Japanese car giant Nissan will build the vehicle under a £125 million investment programme from mid-2013 in a project supported by a £9.3 million grant from the government.
The Invitation model will compete with models in the so-called B segment such as the Ford Fiesta and the VW Polo.
Business Secretary Vince Cable hailed the news as a "clear vote of confidence" in this country's manufacturing industry.
The workforce at Sunderland, where Nissan first started producing cars in 1986, will increase by 400 to a record 6,000, while thousands of jobs will be created among firms supplying the factory.
It is expected that the new model, with a current concept name of Invitation, will have an initial production run of 100,000 a year, helping to cement Sunderland as the largest car plant in the UK - a position it has held for the last 14 years.
In 2011, the plant's 25th anniversary year, Sunderland set a new production record with more than 480,000 models rolling off the lines.
"This plant has a 20-year heritage in producing successful compact cars stretching back to the first Micra rolling off the line in 1992," said Trevor Mann, Nissan's senior vice president for manufacturing in Europe.
"I'm delighted that Sunderland has secured what will be another very important model for Nissan in Europe.
"The additional volume will maintain Sunderland as the country's largest car plant and we expect and look forward to a very busy future."
Mr Mann, speaking from the Geneva Motor Show, where the new car was officially unveiled, said there had been "competitive bidding" from other Nissan plants across the world to build the new car, praising efficiency levels at Sunderland.
"Production rates are very high and the plant has made year-on- year improvements for several years.

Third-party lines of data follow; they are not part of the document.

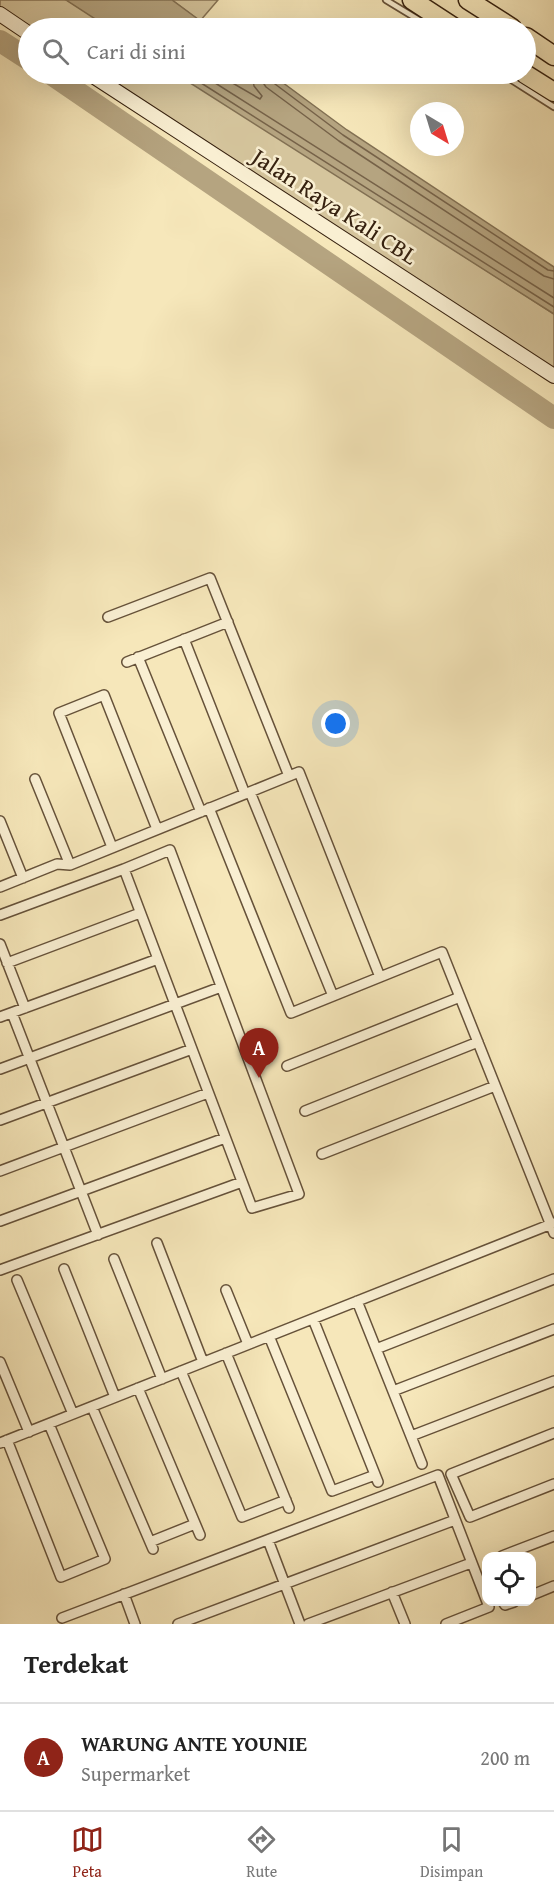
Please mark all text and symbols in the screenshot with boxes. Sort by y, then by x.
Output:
search box [18,18,536,84]
icon: search [39,35,72,68]
text: Cari di sini [87,35,186,67]
north arrow [410,102,464,156]
street label: Jalan Raya Kali CBL [243,137,425,273]
your location [321,709,350,738]
pin: A [240,1028,278,1078]
map controls [482,1552,536,1606]
button: locate [482,1552,536,1606]
text: Terdekat [24,1644,128,1683]
text: WARUNG ANTE YOUNIE [81,1727,307,1759]
text: A [37,1743,50,1772]
text: 200 m [480,1743,530,1772]
text: Supermarket [81,1759,190,1788]
tab: Peta [71,1823,104,1883]
tab: Rute [245,1823,278,1883]
tab: Disimpan [420,1823,483,1883]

It is one of Nissan's most productive plants globally."
Mr Mann admitted that the firm had some problems recruiting multi-skilled technical workers, but said it was increasing the number of apprentices it takes on.
"The investment is a boost for jobs at Nissan's plant as well as the wider supply chain," said Mr Cable.

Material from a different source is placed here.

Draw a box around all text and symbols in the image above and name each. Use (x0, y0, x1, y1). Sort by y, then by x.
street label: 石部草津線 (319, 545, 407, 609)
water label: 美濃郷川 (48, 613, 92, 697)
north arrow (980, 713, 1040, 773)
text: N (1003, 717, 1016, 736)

"Global vehicle manufacturers are beating a path to the UK's door."
Nissan is one of several businesses in the automotive sector to receive conditional offers from the £2.4 billion Regional Growth Fund (RGF), which aims to support projects that will create jobs in areas of England dependent on the public sector and which are supported by private investment.
"Nissan's commitment to manufacture the all-new Invitation at its Sunderland plant is another vote of confidence in the UK auto industry and excellent news for the broader economy," said Paul Everitt, chief executive of the Society of Motor Manufacturers and Traders
"The UK remains a globally competitive base for automotive manufacturing with its highly-skilled, flexible workforce and advanced productivity levels continuing to attract major international investment.
"Growth in manufacturing is leading the current recovery and clearly demonstrating the benefits of a rebalanced economy."
Nissan produced more than 480,000 vehicles at its Sunderland plant last year, up 14 per cent from 2010 and a new record for a single UK car plant, largely down to the success of its Qashqai model.
The Sunderland plant also makes the Juke and Note models.
“This is another sign of a growing renaissance in UK car manufacturing," said Stephen Tetlow, chief executive of the Institution of Mechanical Engineers.
“The sector is growing at over 15 per cent a year, creating thousands of jobs and driving British manufacturing out of the doldrums.
“Nissan’s Sunderland plant is the company’s most productive plant in Europe, which is both a testament to the UK’s world-class engineers and a signal as to why our car manufacturers are seeing such impressive growth.
“This is not just good news for Sunderland. The 2,000 jobs announced today will help create another 4,000 in Nissan’s UK supply chain, as the benefits of this decision ripple through the automotive sector.”